If the semantics of execution we’d like to express becomes more complicated, which is bound to happen (again, see @varntzen 's example), we have more flexibility using functions, which we can add more variables to etc etc

@ian.mcnicoll see above please

ian.mcnicoll · 15 November 2019 09:04

Thanks @Seref,

I did read it but have not fully absorbed all of the suggestions/ counter-suggestions. I’ll re-read.

and this is a cat that needed to be let out of the bag, and the worm out of the can… I think it is a great example of how this community. While on a rainy walk, it occurs to me that this is actually part of a wider question about potentially limit ing the query traversal. AQL gives us great power but we do need to limit its ability to dig out data, whether for semantic reasons (subject), privacy rules or Bjorn’s ‘report’ flag on compositions to indicate that these should not normally be found by queries.

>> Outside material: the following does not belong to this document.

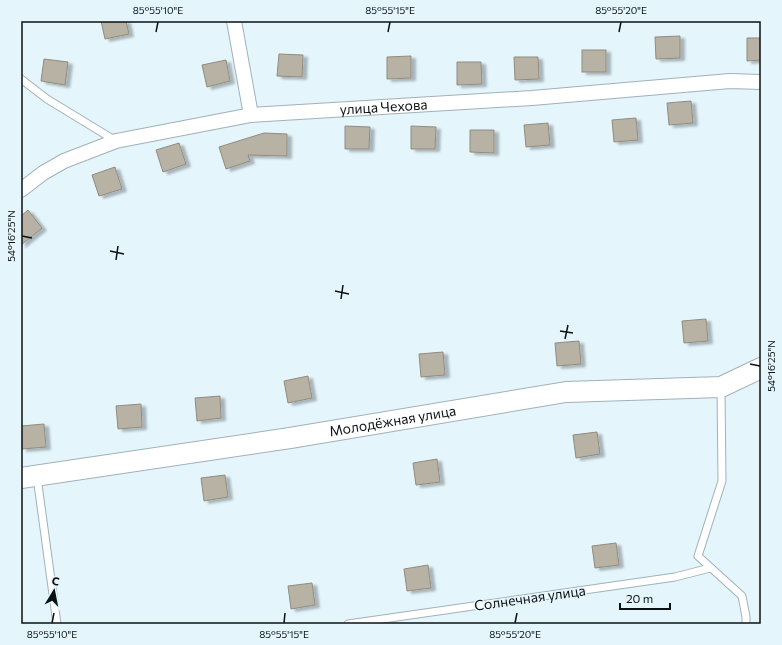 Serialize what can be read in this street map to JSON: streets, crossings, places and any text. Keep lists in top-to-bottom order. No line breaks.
{"streets":{"street":["улица Чехова","Молодёжная улица"],"lane":["Солнечная улица"]},"scale_bar":"20 m","north":"top","coordinates":["85°55'10\"E","85°55'15\"E","85°55'20\"E","54°16'25\"N"]} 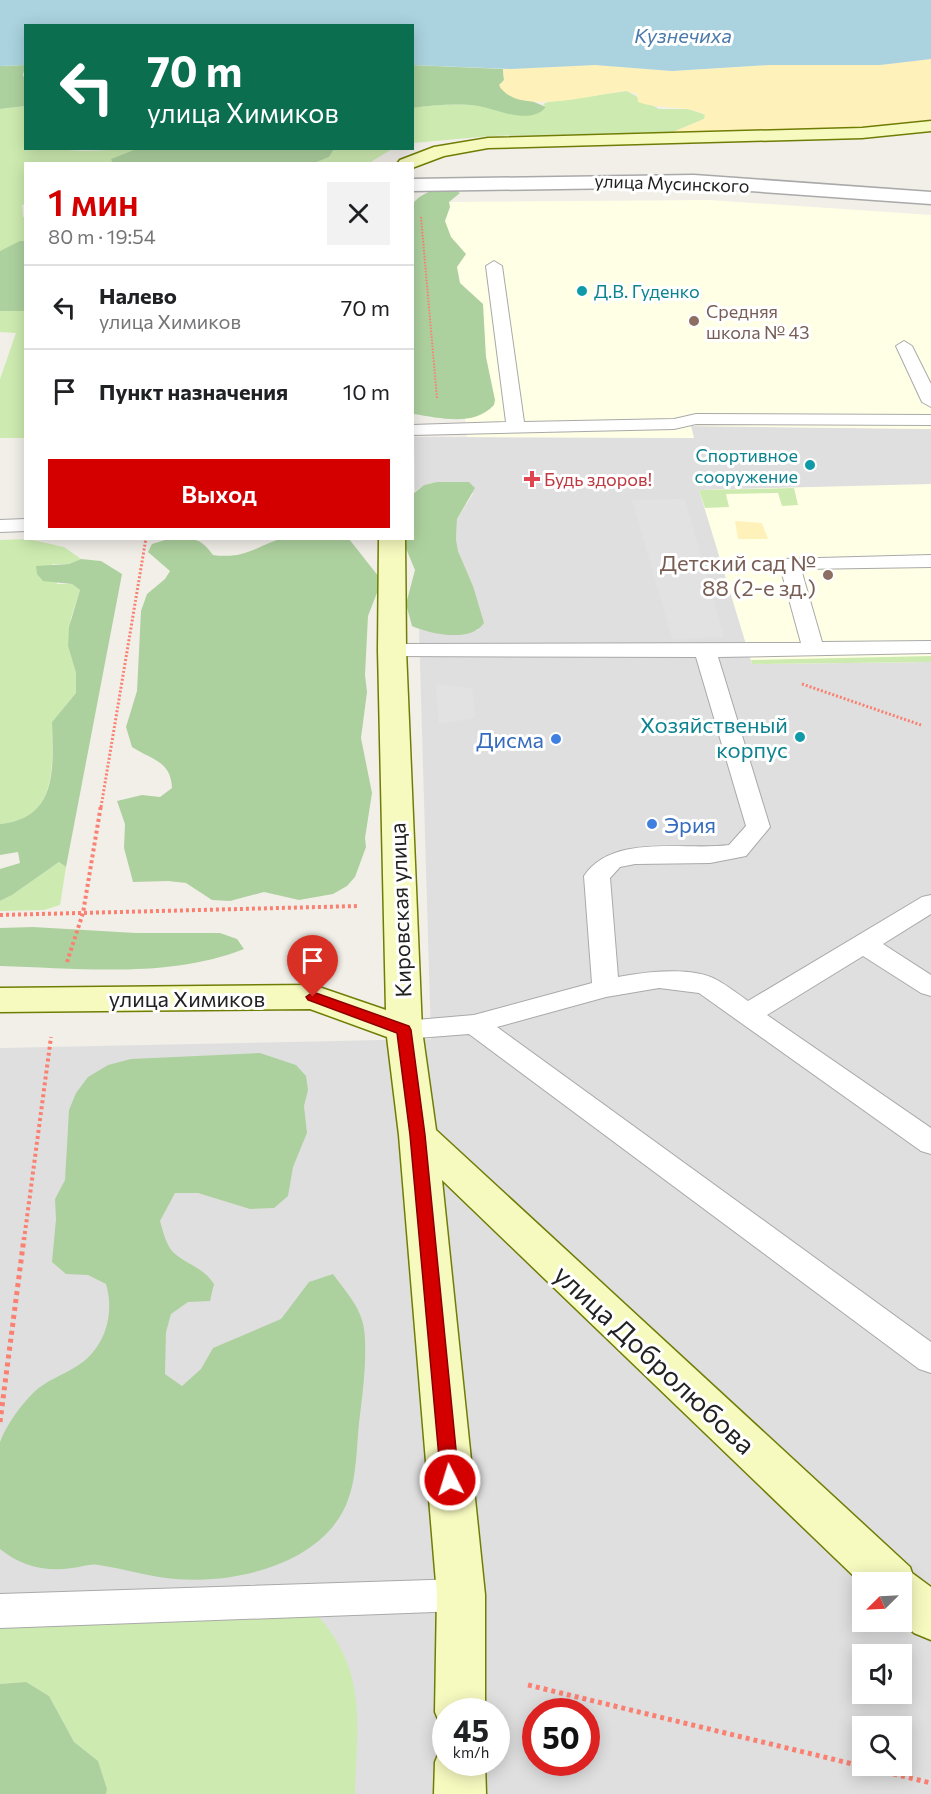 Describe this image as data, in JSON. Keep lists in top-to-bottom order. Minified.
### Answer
{"streets":{"street":["улица Мусинского","Кировская улица","улица Химиков","улица Добролюбова"]},"crossings":[["Кировская улица","улица Химиков"],["Кировская улица","улица Добролюбова"]],"water":["Кузнечиха"],"places":{"other":["Д.В. Гуденко","Средняя школа № 43","Спортивное сооружение","Детский сад № 88 (2-е зд.)","Хозяйственый корпус","Дисма","Эрия"],"health":["Будь здоров!"]},"north":"bottom left","page":{"turn":["70 m","улица Химиков"],"heading":["1 мин","80 m · 19:54"],"list":[{"name":"Налево","note":"улица Химиков","value":"70 m"},{"name":"Пункт назначения","value":"10 m"}],"buttons":"Выход","speed":"45 km/h","limit":"50"}}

So I’ll re-read the various comments but here is another suggestion - why do we not consider adding some kind of RM atttribute ?? on PATHABLE that says ‘do not traverse in queries’ - with perhaps a few flavours. It would be up to the system designer to set that attribute on compositions, gnerally aided by tooling and/or system defaults, but capable of being overriden as per Thomas’s example. That moves the problem to the system design space, outside of AQL.